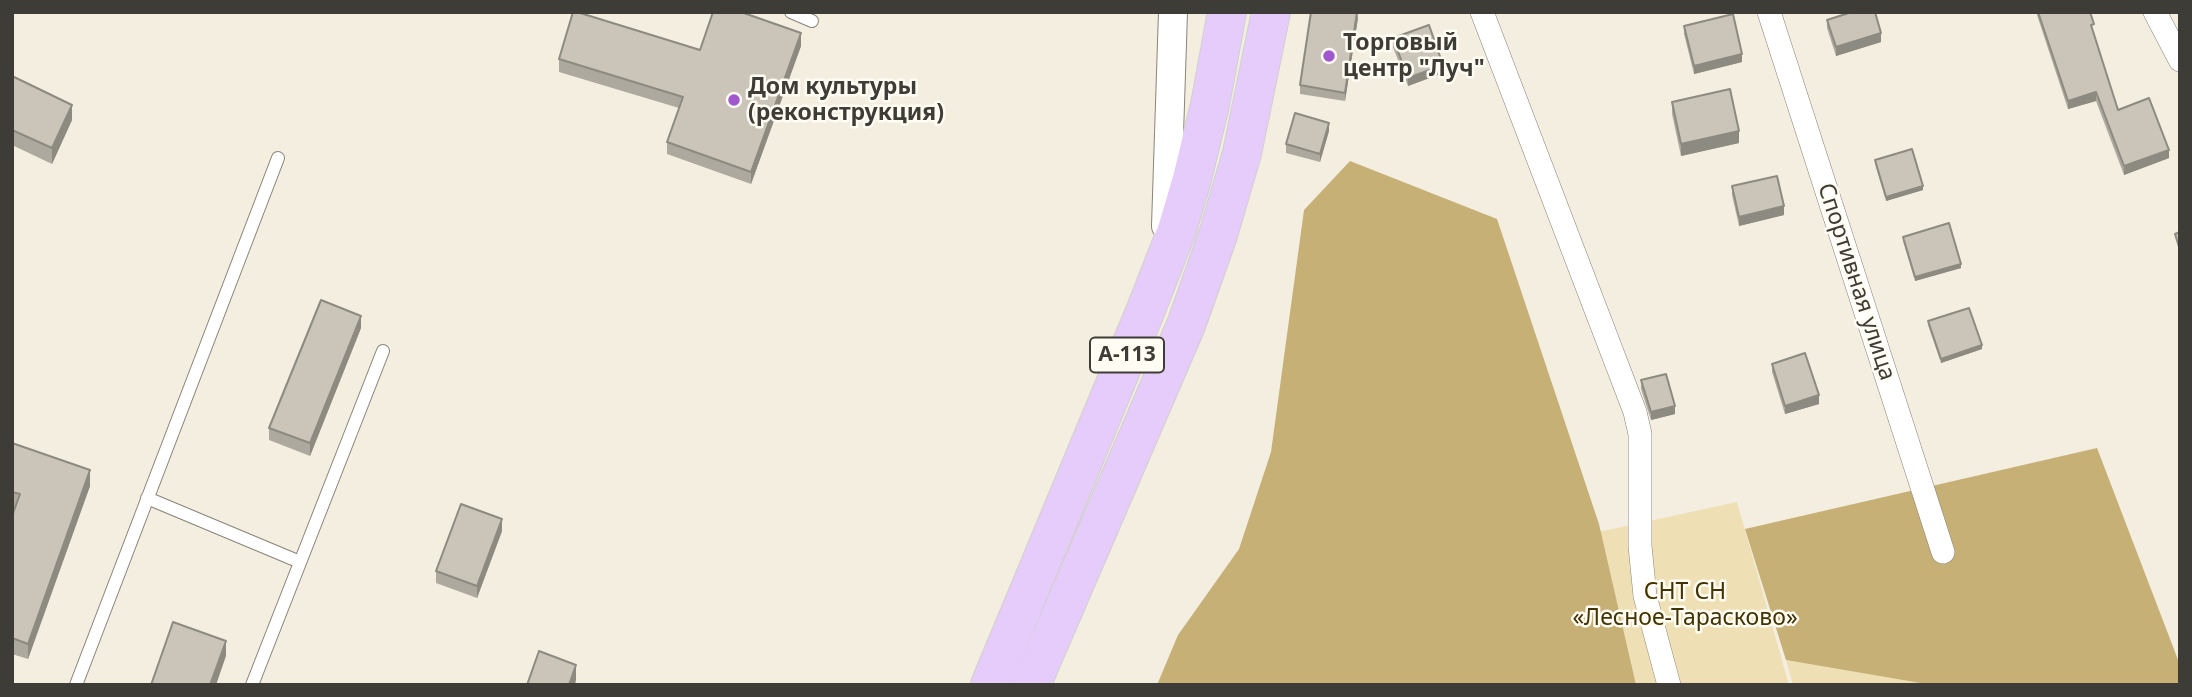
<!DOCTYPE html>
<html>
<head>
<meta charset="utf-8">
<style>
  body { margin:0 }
  #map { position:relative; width:2192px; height:697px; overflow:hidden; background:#f3eee0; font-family:"Noto Sans",sans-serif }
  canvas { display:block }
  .frame { position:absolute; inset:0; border:14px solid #3e3c36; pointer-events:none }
</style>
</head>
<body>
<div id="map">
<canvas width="2192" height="697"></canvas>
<div class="frame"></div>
</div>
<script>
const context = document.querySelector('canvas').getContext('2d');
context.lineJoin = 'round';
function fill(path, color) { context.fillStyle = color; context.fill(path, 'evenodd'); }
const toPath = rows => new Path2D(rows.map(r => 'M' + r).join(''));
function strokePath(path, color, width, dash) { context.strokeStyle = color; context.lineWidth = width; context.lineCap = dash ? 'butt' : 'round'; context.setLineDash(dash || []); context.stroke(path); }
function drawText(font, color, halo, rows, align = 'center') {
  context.font = font + ' "Noto Sans",sans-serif'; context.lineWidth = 5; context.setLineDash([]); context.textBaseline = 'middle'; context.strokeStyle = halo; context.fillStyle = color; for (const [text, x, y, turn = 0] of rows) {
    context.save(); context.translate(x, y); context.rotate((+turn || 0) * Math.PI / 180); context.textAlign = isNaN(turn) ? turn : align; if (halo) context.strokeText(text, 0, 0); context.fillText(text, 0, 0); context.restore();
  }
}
fill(toPath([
  [1737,502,1789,685,1622,685,1589,534],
  [1786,660,1932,685,1793,685]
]), '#efdfb4');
fill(toPath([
  [1350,161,1497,219,1599,524,1636,685,1157,685,1178,635,1239,549,1271,452,1304,210],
  [2097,448,2180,665,2180,685,1932,685,1786,660,1745,529]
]), '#c6b076');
const service = toPath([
  [791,12,812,21],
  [147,498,300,562],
  [76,685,278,158],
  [252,685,383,351]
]);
const minor = toPath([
  [1482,12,1635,412,1640,434,1640,546,1645,596,1669,685],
  [1769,12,1943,552],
  [2155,12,2180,60]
]);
const tertiary = toPath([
  [1166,226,1173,12]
]);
const trunk = toPath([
  [990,685,1145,312,1177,230,1192,179,1210,105,1227,12],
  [1031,685,1186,325,1218,235,1242,153,1271,12]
]);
strokePath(service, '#898478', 14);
strokePath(minor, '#898478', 24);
strokePath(tertiary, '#898478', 30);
strokePath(trunk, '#d1d0cf', 40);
strokePath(service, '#fff', 12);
strokePath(minor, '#fff', 23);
strokePath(tertiary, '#fff', 28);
strokePath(trunk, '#e6ccfa', 38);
fill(toPath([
  [2036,12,2090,12,2093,32,2118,110,2169,158,2124,175,2096,101,2068,109],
  [1358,18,1345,101,1300,94,1300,85],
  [1827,20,1881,42,1836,56,1827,28],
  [1684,26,1742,62,1694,74,1684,34],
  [1393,38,1443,73,1408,86,1393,47],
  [801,46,751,184,667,154,667,142,679,108,559,72,559,59,700,50],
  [12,76,72,120,52,164,12,145],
  [1672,102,1739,143,1681,156,1672,114],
  [1329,131,1320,162,1286,153,1286,144],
  [1875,160,1923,190,1886,201,1875,164],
  [1732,186,1784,215,1739,226,1732,195],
  [1903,237,1961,268,1915,281,1903,241],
  [1928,321,1982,349,1941,363,1928,325],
  [361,328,310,456,269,440,269,428],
  [1772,364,1819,404,1785,414,1772,372],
  [1641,380,1675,414,1651,420,1641,389],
  [12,443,90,486,28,659,12,654,12,516,15,508,12,507],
  [502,531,477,598,436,583,436,571]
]), '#aea99e');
fill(toPath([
  [1358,12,1358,18,1345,101,1345,93],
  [801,33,801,46,751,184,751,172],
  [1881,33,1881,42,1836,56,1836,47],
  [1742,54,1742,62,1694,74,1694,66],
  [1443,65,1443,73,1408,86,1408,78],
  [2096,92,2096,101,2068,109,2068,101],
  [72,105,72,120,52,164,52,148],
  [1329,123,1329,131,1320,162,1320,154],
  [1739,131,1739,143,1681,156,1681,144],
  [2169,150,2169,158,2124,175,2124,166],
  [1923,186,1923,190,1886,201,1886,197],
  [1784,206,1784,215,1739,226,1739,217],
  [1961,264,1961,268,1915,281,1915,277],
  [361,316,361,328,310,456,310,443],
  [1982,345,1982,349,1941,363,1941,359],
  [1819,395,1819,404,1785,414,1785,406],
  [1675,406,1675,414,1651,420,1651,412],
  [90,470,90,486,28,659,28,644],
  [502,519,502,531,477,598,477,586],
  [226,641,226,656,216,685,210,685],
  [576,665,576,680,575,685,569,685]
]), '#8d8a81');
const building = toPath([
  [573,12,577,12,700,50,713,12,741,12,801,33,751,172,667,142,683,97,559,59,573,12],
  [1311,12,1357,12,1345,93,1300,85,1311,12],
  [1852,12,1875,12,1881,33,1836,47,1827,20,1852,12],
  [2038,12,2090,12,2094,24,2091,25,2118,110,2149,98,2169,150,2124,166,2096,92,2068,101,2038,12],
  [1733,14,1742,54,1694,66,1684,26,1733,14],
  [1429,25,1443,65,1408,78,1393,38,1429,25],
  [12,76,72,105,52,148,12,130,12,76],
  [1730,89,1739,131,1681,144,1672,102,1730,89],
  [1295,113,1329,123,1320,154,1286,144,1295,113],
  [1912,149,1923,186,1886,197,1875,160,1912,149],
  [1777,176,1784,206,1739,217,1732,186,1777,176],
  [1949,223,1961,264,1915,277,1903,237,1949,223],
  [2180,232,2180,250,2175,234,2180,232],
  [321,300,361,316,310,443,269,428,321,300],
  [1969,308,1982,345,1941,359,1928,321,1969,308],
  [1805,353,1819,395,1785,406,1772,364,1805,353],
  [1666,374,1675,406,1651,412,1641,380,1666,374],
  [12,443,90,470,28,644,12,638,12,516,20,494,12,492,12,443],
  [461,504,502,519,477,586,436,571,461,504],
  [173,622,226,641,210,685,151,685,173,622],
  [539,651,576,665,569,685,527,685,539,651]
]);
fill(building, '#cac5b8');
strokePath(building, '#8d8a81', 2);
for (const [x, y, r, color] of [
  [1329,56,7,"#9f58cd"],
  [734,100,7,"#9f58cd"]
]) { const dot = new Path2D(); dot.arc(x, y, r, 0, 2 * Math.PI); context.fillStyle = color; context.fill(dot); strokePath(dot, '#fffcf3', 2.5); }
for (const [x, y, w] of [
  [1127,355,74]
]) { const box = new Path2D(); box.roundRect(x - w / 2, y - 17.5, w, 35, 5); context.fillStyle = '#fffcf3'; context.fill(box); strokePath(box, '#3e3c36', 2); }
drawText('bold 21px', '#3e3c36', null, [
  ["А-113",1127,355]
]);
drawText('bold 23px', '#3e3c36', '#fffcf3', [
  ["Торговый",1343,43],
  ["центр \"Луч\"",1343,69],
  ["Дом культуры",748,87],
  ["(реконструкция)",748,113]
], 'left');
drawText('23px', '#3e3c36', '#fffcf3', [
  ["Спортивная улица",1856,282,72]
]);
drawText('23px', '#423301', '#fffcf3', [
  ["СНТ СН",1685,592],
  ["«Лесное-Тарасково»",1685,618]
]);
</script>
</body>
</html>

Work to be completed:
Write only the number of lines above that contain "canvas".

Answer for this exercise:
3